:: WHAT YOU NEED TO DO ::
Please copy out every line in the records below that includes the word "Radnor".

[Stored records]
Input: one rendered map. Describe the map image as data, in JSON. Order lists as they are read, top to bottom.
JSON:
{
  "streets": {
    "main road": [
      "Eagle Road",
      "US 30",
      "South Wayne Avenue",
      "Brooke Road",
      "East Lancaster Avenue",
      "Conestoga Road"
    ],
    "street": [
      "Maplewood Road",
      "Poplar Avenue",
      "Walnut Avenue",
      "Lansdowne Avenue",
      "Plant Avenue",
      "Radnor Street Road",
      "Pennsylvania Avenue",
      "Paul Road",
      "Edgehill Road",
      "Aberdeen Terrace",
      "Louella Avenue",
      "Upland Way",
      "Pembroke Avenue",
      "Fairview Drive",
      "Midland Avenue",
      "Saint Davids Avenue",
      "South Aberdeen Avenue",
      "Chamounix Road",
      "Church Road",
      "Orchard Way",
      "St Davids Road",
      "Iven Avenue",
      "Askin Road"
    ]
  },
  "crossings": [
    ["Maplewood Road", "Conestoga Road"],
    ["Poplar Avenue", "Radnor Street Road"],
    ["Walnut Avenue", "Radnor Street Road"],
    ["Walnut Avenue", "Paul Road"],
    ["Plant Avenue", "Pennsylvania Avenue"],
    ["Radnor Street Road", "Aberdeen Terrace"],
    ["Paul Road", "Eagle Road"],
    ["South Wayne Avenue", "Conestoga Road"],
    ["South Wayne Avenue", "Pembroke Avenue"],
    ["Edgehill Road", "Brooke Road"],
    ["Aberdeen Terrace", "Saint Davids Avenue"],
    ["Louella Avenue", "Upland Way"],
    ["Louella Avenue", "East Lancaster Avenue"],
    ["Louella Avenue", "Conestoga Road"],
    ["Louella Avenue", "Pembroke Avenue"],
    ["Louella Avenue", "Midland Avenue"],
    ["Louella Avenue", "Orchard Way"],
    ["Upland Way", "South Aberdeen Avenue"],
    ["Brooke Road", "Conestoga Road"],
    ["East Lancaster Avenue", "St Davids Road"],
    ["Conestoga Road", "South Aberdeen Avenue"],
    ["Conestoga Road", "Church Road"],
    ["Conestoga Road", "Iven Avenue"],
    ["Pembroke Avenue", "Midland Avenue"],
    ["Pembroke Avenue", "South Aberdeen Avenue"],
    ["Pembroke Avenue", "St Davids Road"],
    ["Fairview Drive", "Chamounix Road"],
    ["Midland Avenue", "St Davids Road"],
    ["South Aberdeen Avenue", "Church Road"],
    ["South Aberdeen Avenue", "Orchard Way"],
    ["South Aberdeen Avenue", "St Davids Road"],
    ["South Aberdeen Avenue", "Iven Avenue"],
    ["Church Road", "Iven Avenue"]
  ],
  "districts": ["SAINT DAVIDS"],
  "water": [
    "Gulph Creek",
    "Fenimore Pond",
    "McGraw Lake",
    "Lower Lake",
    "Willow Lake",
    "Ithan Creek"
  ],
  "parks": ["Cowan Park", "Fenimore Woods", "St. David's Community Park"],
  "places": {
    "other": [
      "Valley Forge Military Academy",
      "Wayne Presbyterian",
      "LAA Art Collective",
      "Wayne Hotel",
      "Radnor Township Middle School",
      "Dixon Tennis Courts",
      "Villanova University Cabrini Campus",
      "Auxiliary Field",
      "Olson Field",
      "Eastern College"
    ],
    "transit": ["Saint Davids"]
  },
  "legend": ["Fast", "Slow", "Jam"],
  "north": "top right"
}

:: WORKED SOLUTION ::
      "Radnor Street Road",
    ["Poplar Avenue", "Radnor Street Road"],
    ["Walnut Avenue", "Radnor Street Road"],
    ["Radnor Street Road", "Aberdeen Terrace"],
      "Radnor Township Middle School",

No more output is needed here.